The main issue is that waking up already tends to come with a certain resentment. The first thing after opening one’s eyes is to check the time. If the clock says three or four in the morning, wonderful—there is still room to sleep, unless the reason for waking is a mosquito singing beside your ear and forcing you to deal with the mosquito net, or unless nature is making demands. Otherwise, you can turn over and continue your appointment with the dream world.

But if the time is six, or any other hour when the sun is already preparing to show up, then one falls into the dilemma of whether to sleep or not sleep. That is the true point at which morning irritation begins.

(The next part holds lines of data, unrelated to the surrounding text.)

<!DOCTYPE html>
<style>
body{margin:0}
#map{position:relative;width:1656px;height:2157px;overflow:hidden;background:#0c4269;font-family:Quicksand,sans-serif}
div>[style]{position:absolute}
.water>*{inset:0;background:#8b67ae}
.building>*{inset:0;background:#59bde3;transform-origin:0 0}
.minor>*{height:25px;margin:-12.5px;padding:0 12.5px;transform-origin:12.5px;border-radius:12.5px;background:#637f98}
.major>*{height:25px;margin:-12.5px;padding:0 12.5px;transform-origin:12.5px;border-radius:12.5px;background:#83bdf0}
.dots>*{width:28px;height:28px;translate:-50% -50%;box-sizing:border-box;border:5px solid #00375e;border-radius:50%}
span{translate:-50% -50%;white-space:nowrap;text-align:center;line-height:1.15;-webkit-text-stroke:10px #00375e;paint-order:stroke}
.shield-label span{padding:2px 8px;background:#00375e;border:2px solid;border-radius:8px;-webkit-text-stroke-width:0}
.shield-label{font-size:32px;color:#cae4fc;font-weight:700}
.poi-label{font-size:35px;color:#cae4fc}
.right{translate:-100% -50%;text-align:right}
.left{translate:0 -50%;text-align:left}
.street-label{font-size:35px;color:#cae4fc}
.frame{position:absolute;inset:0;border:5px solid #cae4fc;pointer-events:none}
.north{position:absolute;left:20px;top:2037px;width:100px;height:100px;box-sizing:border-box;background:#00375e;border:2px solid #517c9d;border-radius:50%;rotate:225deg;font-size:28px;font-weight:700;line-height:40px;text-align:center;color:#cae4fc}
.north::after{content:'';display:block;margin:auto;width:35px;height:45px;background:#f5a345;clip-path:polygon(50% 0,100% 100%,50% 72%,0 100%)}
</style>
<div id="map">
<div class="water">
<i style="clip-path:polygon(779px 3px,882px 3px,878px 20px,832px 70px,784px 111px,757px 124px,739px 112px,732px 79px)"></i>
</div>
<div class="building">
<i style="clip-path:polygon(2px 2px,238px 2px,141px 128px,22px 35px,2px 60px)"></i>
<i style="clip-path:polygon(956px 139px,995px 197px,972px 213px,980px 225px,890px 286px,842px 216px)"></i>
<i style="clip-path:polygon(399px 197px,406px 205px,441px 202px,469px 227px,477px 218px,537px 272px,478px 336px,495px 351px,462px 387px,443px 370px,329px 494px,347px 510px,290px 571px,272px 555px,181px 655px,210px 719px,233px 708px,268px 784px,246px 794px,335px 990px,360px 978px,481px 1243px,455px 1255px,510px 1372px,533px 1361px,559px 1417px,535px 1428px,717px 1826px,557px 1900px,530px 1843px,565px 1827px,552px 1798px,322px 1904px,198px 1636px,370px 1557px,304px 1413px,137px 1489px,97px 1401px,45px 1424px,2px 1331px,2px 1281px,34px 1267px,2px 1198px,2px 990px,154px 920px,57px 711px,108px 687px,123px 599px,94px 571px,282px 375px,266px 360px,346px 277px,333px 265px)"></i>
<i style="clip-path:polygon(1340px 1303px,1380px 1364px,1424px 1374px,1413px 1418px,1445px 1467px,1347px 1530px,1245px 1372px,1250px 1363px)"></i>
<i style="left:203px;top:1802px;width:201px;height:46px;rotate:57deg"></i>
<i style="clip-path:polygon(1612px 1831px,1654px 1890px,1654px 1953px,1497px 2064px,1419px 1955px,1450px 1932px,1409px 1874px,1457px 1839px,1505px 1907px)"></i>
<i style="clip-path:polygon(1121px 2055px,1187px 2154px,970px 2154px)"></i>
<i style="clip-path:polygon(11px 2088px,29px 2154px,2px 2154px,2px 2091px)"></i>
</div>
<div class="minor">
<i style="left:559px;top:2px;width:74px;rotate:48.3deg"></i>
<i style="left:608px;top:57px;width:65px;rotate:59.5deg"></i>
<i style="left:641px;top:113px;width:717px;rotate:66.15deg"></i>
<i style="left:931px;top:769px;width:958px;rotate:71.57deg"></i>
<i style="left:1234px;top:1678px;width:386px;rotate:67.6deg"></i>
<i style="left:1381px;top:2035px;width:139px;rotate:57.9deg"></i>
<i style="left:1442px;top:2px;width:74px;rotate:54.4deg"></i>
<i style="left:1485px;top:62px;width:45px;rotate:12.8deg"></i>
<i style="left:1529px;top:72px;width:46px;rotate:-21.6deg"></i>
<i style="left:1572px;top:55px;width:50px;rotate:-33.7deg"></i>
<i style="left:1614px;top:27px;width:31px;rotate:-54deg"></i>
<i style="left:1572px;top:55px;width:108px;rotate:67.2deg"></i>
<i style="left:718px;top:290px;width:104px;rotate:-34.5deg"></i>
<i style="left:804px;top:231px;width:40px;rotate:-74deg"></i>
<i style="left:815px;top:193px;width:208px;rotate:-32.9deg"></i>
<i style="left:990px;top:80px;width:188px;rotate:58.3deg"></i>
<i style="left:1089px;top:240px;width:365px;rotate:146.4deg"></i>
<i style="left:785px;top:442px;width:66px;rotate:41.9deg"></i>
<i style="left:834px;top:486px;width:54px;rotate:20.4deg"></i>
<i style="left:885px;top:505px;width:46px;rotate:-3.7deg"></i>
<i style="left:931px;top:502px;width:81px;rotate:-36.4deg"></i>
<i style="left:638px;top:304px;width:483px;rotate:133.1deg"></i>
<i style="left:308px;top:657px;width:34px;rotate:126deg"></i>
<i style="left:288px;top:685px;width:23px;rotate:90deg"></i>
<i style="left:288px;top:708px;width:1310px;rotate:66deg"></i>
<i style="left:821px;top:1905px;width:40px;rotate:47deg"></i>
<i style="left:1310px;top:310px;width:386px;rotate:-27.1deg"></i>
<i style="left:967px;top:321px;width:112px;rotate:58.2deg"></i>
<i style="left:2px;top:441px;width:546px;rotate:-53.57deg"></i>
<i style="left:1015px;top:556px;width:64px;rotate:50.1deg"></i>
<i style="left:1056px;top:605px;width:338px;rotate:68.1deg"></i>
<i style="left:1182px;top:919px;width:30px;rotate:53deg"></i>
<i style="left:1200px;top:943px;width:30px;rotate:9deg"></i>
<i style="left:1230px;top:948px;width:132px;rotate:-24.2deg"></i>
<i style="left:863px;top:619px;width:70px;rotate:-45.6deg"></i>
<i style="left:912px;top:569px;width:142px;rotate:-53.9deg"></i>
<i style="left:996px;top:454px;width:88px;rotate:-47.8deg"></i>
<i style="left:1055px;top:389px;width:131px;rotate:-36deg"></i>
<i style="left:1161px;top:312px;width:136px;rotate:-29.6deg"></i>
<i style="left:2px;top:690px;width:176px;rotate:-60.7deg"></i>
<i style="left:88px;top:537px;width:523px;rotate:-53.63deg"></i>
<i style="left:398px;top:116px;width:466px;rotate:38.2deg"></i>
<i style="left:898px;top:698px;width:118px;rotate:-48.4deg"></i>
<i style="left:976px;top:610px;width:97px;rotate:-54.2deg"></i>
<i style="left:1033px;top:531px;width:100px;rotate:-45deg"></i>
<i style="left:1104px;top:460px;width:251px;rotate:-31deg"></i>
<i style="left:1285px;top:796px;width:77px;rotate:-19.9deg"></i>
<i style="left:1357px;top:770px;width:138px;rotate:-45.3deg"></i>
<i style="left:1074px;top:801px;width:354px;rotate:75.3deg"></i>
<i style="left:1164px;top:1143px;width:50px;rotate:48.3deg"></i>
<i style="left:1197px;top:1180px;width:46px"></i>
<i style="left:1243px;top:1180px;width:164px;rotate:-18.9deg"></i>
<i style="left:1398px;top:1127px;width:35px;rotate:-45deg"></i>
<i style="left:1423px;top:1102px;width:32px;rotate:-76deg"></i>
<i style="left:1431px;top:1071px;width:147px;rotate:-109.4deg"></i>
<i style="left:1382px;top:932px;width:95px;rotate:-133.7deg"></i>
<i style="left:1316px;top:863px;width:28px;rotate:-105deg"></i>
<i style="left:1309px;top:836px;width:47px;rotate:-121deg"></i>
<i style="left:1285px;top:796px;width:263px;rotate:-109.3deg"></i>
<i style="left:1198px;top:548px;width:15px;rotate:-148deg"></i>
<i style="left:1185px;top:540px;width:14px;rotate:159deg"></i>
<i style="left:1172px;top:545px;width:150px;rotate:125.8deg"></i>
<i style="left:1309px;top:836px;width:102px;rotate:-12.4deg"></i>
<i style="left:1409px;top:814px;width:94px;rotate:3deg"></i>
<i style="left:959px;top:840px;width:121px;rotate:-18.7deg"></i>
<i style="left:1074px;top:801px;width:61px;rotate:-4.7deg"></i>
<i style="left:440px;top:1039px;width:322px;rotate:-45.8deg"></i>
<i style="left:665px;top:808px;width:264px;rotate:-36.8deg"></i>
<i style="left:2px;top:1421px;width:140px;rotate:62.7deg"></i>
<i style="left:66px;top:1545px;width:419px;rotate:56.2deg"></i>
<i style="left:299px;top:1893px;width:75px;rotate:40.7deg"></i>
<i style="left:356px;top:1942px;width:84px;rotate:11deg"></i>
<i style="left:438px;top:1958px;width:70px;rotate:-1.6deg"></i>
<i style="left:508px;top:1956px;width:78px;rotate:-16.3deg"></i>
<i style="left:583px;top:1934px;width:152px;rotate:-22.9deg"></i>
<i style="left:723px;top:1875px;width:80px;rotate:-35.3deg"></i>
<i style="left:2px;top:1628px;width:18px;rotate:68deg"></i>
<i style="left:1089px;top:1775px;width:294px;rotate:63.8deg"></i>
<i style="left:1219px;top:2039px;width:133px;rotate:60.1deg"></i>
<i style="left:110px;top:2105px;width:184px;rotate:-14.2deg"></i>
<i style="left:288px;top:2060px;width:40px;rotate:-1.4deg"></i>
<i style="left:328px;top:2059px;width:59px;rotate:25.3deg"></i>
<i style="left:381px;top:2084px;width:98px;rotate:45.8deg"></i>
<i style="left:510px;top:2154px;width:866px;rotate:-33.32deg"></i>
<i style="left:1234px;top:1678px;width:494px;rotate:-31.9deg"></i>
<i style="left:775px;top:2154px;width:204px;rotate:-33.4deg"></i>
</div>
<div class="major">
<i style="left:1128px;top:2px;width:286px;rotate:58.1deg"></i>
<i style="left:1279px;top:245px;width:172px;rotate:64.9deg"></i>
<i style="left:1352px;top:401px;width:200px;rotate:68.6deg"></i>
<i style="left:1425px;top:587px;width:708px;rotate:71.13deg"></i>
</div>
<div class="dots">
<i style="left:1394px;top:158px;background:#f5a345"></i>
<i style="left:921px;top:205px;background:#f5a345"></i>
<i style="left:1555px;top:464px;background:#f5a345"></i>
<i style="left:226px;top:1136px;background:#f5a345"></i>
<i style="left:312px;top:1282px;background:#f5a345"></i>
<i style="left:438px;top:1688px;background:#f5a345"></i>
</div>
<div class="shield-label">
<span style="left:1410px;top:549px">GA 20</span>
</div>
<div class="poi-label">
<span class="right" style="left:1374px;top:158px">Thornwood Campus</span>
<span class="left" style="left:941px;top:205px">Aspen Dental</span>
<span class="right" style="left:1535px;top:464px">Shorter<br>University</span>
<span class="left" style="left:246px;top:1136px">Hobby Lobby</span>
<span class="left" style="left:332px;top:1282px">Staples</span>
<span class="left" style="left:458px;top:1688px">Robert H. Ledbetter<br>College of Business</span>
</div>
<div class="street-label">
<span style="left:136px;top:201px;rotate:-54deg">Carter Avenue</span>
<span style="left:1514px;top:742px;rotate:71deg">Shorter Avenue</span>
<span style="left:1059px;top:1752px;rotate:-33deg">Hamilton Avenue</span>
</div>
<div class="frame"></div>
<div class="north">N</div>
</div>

And if the day is not Saturday or Sunday, there are probably classes waiting in the morning. Worse still, it might be an 8 a.m. class. The moment that thought appears, one’s mood naturally drops another notch. People are like that. It cannot be helped.

The canteen situation

I am not sure whether this has anything to do with the overall quality of a school, but the canteen here sits somewhere in the middle: not terrible, not impressive. The food is not exactly hard to swallow, but the choices repeat themselves so often that complaints become inevitable.

In the morning, walking into the canteen, the stalls line up one after another. First there is the place selling wheat-based food, though in practice that means only noodles and dumplings. Then comes the rice noodle roll stall. Farther along is the window selling what I can only call “solid food.” The congee stall does not seem to wake up that early, so the window is present but useless. The milk tea shop at the other end of the canteen is also not open yet, so if one wants a hot coffee to wake up a little, that plan goes nowhere.

So if you happen to be a proper southerner, and you want breakfast that does not feel dry enough to scrape your throat, the options are limited. You either get soup noodles or dumplings, buy some drink or a bottle of cold mineral water from the small shop, or go to the “solid food” window, which also sells fresh soy milk.

The soy milk, however, is almost too fresh. Not undercooked—rather, too freshly cooked, still so hot that you can pay for it but cannot immediately drink it to solve the urgent problem at hand. In that case, the better choice is often to visit the small shop and buy a bottle of ice-cold water. Besides moistening the throat, it has another use: if you are eating noodles, you can pour the cold water straight in and turn the bowl into a kind of chilled noodle situation.

What counts as “solid food”

Someone might ask: solid drinks are powders you mix with water, but what exactly is solid food supposed to mean?

That is the problem. I am not in the food industry, and I do not know the professional term for this category. But the window sells things like these:

  • Steamed buns, steamed mantou, and various kinds of mantou, including brown sugar ones, corn ones, and ones with sausages stuffed inside
  • Steamed siu mai-like items, including sticky rice versions and the standard kind
  • Baked buns, the sort that are golden on the outside and coated with a strange sugary glaze
  • Lotus-leaf sticky rice chicken and assorted sticky rice products, sometimes even yellow-braised chicken rice wrapped in oil paper
  • Whole boiled eggs and boiled corn, though unfortunately not sweet corn, but yellow waxy corn
  • Steamed sponge cakes, in both brown sugar and white sugar versions

In short, it is that whole family of food: things that may or may not fill you up, depending on the day, your stomach, and perhaps fate.

My own habit is to buy one portion of siu mai—eight pieces for five yuan, the yellow things in the picture—and put them into noodles from the neighboring stall. Sometimes the noodles are tossed with peanut sauce; sometimes they are topped with za jiang, not zha jiang, though “minced meat noodles” would probably be a more honest name. If the noodles are too thick, too salty, or too hot, then as mentioned earlier, I simply open a bottle of cold water and pour some in.

Fed is fed

Plainly, none of this is fine dining. No one would mistake these things for rare delicacies. But it is still better to eat something in the morning than to sit through class on an empty stomach.

The real trick may be to keep rotating between options, so that boredom does not arrive too quickly.

Or perhaps I should start the morning by making myself a cup of coffee first.